Dataset entries:
Start of Block

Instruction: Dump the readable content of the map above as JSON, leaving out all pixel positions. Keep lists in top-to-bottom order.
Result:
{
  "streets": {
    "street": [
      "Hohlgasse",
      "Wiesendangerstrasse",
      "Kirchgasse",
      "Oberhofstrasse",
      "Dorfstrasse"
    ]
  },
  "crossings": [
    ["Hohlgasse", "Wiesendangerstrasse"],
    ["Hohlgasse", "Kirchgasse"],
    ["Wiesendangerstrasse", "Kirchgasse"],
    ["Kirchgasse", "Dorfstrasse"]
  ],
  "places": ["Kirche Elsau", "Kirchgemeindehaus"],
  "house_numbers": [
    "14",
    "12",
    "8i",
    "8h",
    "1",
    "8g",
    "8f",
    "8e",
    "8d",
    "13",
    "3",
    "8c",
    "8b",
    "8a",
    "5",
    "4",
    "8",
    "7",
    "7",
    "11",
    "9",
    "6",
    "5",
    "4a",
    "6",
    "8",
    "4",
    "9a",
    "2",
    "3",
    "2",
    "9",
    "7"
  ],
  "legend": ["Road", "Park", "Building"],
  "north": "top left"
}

End of Block

Above are the records; set each one down word for word.

Instruction: Dump the readable content of the map above as JSON, leaving out all pixel positions. Keep lists in top-to-bottom order.
Result:
{
  "streets": {
    "street": [
      "Hohlgasse",
      "Wiesendangerstrasse",
      "Kirchgasse",
      "Oberhofstrasse",
      "Dorfstrasse"
    ]
  },
  "crossings": [
    ["Hohlgasse", "Wiesendangerstrasse"],
    ["Hohlgasse", "Kirchgasse"],
    ["Wiesendangerstrasse", "Kirchgasse"],
    ["Kirchgasse", "Dorfstrasse"]
  ],
  "places": ["Kirche Elsau", "Kirchgemeindehaus"],
  "house_numbers": [
    "14",
    "12",
    "8i",
    "8h",
    "1",
    "8g",
    "8f",
    "8e",
    "8d",
    "13",
    "3",
    "8c",
    "8b",
    "8a",
    "5",
    "4",
    "8",
    "7",
    "7",
    "11",
    "9",
    "6",
    "5",
    "4a",
    "6",
    "8",
    "4",
    "9a",
    "2",
    "3",
    "2",
    "9",
    "7"
  ],
  "legend": ["Road", "Park", "Building"],
  "north": "top left"
}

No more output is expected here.